> **Records contained in a dataset**:

□ □ □

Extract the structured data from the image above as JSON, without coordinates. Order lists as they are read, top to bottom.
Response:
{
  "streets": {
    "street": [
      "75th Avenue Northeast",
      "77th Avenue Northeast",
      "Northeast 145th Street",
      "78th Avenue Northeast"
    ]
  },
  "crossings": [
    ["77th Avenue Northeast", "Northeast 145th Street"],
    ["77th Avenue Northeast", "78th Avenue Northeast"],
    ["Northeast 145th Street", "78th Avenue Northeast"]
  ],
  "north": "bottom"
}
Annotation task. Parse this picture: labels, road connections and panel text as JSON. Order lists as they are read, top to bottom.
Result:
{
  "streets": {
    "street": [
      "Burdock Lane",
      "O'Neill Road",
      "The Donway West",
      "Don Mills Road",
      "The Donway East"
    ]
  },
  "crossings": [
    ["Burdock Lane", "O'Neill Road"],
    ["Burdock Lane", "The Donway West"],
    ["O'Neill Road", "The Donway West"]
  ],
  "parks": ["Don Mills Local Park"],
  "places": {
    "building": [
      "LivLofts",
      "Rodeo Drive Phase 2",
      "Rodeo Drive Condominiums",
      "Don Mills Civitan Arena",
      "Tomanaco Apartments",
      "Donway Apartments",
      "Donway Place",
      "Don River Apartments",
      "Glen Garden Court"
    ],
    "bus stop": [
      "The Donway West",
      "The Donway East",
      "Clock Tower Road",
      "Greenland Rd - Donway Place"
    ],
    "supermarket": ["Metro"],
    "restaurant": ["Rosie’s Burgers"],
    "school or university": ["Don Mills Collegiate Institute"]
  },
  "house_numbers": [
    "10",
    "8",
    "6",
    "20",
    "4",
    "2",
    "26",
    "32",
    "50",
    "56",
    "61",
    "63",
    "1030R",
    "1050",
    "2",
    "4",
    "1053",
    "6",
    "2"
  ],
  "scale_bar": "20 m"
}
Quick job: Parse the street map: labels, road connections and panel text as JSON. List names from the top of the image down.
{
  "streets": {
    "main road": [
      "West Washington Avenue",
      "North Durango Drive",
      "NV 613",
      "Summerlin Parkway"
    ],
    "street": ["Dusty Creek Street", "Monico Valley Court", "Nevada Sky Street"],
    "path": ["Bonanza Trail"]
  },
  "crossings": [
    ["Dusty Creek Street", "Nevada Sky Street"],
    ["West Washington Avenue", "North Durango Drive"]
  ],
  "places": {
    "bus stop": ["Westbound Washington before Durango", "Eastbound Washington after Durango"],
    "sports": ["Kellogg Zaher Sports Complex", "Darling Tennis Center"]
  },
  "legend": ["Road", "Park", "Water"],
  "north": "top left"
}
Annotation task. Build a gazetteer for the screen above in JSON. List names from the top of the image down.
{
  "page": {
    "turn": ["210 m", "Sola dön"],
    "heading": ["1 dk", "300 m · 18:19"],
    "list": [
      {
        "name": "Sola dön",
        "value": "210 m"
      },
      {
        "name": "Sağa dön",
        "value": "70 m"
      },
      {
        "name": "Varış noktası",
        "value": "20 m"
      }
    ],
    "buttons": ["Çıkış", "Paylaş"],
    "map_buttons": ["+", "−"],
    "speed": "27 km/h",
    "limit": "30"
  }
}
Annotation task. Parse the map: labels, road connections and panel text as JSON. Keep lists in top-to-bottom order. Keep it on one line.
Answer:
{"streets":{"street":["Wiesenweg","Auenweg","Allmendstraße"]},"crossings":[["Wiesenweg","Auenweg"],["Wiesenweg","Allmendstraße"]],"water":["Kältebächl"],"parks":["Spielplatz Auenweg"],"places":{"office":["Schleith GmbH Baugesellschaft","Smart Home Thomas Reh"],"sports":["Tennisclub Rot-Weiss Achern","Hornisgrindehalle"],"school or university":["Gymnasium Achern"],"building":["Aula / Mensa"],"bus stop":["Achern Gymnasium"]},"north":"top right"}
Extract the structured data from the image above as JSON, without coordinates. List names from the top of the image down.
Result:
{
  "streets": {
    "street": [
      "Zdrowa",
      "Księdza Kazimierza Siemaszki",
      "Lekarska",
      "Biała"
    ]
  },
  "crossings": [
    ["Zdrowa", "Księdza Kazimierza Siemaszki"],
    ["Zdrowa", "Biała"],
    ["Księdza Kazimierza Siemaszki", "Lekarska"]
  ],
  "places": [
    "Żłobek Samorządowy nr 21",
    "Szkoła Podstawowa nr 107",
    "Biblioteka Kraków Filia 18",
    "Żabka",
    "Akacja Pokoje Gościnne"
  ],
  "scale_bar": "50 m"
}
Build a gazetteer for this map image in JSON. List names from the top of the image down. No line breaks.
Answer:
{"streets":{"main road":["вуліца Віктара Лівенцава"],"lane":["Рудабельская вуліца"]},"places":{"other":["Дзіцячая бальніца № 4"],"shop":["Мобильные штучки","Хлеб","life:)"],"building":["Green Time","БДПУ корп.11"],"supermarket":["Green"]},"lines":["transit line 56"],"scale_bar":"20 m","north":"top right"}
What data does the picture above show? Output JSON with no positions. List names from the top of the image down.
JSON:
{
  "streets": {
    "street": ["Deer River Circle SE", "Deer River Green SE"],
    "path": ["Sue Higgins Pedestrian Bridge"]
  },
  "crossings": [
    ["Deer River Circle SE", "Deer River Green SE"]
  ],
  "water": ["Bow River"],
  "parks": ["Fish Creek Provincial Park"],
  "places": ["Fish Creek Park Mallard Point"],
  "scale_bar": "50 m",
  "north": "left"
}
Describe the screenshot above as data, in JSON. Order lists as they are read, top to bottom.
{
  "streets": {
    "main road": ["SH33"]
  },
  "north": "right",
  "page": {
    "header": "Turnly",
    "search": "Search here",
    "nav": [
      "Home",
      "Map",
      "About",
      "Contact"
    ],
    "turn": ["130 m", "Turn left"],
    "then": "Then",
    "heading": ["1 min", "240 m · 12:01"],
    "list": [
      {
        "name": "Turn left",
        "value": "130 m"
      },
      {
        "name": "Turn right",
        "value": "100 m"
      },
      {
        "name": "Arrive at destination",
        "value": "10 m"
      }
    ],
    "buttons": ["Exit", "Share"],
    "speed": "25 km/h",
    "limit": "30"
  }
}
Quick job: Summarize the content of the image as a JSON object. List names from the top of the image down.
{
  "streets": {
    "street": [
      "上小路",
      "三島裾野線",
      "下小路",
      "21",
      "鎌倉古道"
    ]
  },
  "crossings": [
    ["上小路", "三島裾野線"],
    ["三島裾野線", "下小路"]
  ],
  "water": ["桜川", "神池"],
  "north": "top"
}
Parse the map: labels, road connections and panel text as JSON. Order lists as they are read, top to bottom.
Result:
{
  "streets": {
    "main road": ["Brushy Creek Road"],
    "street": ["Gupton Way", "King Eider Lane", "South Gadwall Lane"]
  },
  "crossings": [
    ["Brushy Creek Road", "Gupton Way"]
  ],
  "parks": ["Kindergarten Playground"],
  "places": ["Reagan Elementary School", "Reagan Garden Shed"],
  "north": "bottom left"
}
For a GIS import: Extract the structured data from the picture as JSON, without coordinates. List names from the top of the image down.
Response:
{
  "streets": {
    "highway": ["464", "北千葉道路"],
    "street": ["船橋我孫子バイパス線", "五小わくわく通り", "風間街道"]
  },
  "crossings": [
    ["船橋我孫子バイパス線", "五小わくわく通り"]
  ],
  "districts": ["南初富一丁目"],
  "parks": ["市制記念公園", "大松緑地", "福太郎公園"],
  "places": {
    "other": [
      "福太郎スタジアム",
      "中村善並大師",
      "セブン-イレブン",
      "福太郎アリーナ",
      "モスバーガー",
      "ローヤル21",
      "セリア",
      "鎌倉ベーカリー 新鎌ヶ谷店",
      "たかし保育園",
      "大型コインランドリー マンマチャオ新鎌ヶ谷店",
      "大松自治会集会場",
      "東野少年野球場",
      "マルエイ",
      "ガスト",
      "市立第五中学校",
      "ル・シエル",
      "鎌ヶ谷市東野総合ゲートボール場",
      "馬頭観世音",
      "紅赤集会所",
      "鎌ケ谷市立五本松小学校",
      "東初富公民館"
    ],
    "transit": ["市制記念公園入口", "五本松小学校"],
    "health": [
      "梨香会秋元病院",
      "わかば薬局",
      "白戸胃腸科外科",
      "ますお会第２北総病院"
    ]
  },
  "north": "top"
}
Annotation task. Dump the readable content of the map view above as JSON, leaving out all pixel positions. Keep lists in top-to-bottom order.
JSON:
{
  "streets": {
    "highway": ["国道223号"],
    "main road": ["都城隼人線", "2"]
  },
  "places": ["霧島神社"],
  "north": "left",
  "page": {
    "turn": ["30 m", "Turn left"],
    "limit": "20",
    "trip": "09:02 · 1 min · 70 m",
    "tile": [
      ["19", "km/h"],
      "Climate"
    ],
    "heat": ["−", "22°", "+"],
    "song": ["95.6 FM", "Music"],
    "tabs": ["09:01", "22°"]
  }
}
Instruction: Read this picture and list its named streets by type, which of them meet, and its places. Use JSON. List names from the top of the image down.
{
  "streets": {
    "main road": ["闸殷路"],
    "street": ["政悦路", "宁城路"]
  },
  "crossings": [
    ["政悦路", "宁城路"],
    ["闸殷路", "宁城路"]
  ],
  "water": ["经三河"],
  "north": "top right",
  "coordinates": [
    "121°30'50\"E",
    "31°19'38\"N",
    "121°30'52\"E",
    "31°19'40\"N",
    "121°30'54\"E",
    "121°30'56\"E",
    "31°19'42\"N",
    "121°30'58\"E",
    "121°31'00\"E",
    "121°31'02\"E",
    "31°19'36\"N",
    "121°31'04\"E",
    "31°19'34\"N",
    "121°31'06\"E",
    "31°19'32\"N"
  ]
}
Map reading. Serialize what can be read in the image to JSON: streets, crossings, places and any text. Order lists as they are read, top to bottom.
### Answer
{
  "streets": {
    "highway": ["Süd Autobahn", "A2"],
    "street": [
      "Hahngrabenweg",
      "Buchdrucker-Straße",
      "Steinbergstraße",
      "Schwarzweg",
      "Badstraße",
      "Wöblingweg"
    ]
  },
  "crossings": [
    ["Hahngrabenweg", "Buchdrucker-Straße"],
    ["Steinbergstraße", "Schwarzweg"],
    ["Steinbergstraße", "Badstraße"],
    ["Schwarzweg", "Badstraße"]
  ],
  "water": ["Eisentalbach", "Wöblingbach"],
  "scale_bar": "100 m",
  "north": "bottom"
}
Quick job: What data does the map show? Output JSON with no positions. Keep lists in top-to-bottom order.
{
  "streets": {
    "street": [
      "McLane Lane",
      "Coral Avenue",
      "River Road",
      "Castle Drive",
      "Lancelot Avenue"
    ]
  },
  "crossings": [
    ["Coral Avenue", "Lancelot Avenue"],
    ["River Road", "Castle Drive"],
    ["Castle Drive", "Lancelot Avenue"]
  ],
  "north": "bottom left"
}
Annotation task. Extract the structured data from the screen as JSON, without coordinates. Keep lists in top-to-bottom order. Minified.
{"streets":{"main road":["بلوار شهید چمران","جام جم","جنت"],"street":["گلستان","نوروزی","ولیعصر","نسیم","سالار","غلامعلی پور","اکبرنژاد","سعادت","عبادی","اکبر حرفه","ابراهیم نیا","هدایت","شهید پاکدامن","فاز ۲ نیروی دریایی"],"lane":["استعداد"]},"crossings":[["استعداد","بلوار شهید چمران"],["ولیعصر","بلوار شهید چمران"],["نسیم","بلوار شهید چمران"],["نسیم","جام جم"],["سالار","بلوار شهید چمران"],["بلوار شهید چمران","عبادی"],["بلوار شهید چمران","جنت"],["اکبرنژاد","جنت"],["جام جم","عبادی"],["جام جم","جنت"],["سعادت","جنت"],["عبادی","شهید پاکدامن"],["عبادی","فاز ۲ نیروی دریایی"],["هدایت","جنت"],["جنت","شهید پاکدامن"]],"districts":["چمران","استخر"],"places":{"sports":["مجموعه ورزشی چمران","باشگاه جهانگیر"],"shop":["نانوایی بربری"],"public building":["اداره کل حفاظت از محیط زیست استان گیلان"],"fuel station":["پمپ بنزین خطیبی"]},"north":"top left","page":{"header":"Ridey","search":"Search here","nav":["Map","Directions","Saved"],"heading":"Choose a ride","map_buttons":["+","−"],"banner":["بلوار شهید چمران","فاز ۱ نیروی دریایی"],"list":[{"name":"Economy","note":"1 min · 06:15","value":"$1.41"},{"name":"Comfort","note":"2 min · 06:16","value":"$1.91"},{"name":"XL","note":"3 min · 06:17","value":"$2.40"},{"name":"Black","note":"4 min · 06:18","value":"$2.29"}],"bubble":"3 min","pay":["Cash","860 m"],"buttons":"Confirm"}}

□ □ □

> **Work instructions**: Output exactly the lines of the data that run from the one containing "Quick job: What" to the very last line, and no others.

> **Answer area**:
Quick job: What data does the map show? Output JSON with no positions. Keep lists in top-to-bottom order.
{
  "streets": {
    "street": [
      "McLane Lane",
      "Coral Avenue",
      "River Road",
      "Castle Drive",
      "Lancelot Avenue"
    ]
  },
  "crossings": [
    ["Coral Avenue", "Lancelot Avenue"],
    ["River Road", "Castle Drive"],
    ["Castle Drive", "Lancelot Avenue"]
  ],
  "north": "bottom left"
}
Annotation task. Extract the structured data from the screen as JSON, without coordinates. Keep lists in top-to-bottom order. Minified.
{"streets":{"main road":["بلوار شهید چمران","جام جم","جنت"],"street":["گلستان","نوروزی","ولیعصر","نسیم","سالار","غلامعلی پور","اکبرنژاد","سعادت","عبادی","اکبر حرفه","ابراهیم نیا","هدایت","شهید پاکدامن","فاز ۲ نیروی دریایی"],"lane":["استعداد"]},"crossings":[["استعداد","بلوار شهید چمران"],["ولیعصر","بلوار شهید چمران"],["نسیم","بلوار شهید چمران"],["نسیم","جام جم"],["سالار","بلوار شهید چمران"],["بلوار شهید چمران","عبادی"],["بلوار شهید چمران","جنت"],["اکبرنژاد","جنت"],["جام جم","عبادی"],["جام جم","جنت"],["سعادت","جنت"],["عبادی","شهید پاکدامن"],["عبادی","فاز ۲ نیروی دریایی"],["هدایت","جنت"],["جنت","شهید پاکدامن"]],"districts":["چمران","استخر"],"places":{"sports":["مجموعه ورزشی چمران","باشگاه جهانگیر"],"shop":["نانوایی بربری"],"public building":["اداره کل حفاظت از محیط زیست استان گیلان"],"fuel station":["پمپ بنزین خطیبی"]},"north":"top left","page":{"header":"Ridey","search":"Search here","nav":["Map","Directions","Saved"],"heading":"Choose a ride","map_buttons":["+","−"],"banner":["بلوار شهید چمران","فاز ۱ نیروی دریایی"],"list":[{"name":"Economy","note":"1 min · 06:15","value":"$1.41"},{"name":"Comfort","note":"2 min · 06:16","value":"$1.91"},{"name":"XL","note":"3 min · 06:17","value":"$2.40"},{"name":"Black","note":"4 min · 06:18","value":"$2.29"}],"bubble":"3 min","pay":["Cash","860 m"],"buttons":"Confirm"}}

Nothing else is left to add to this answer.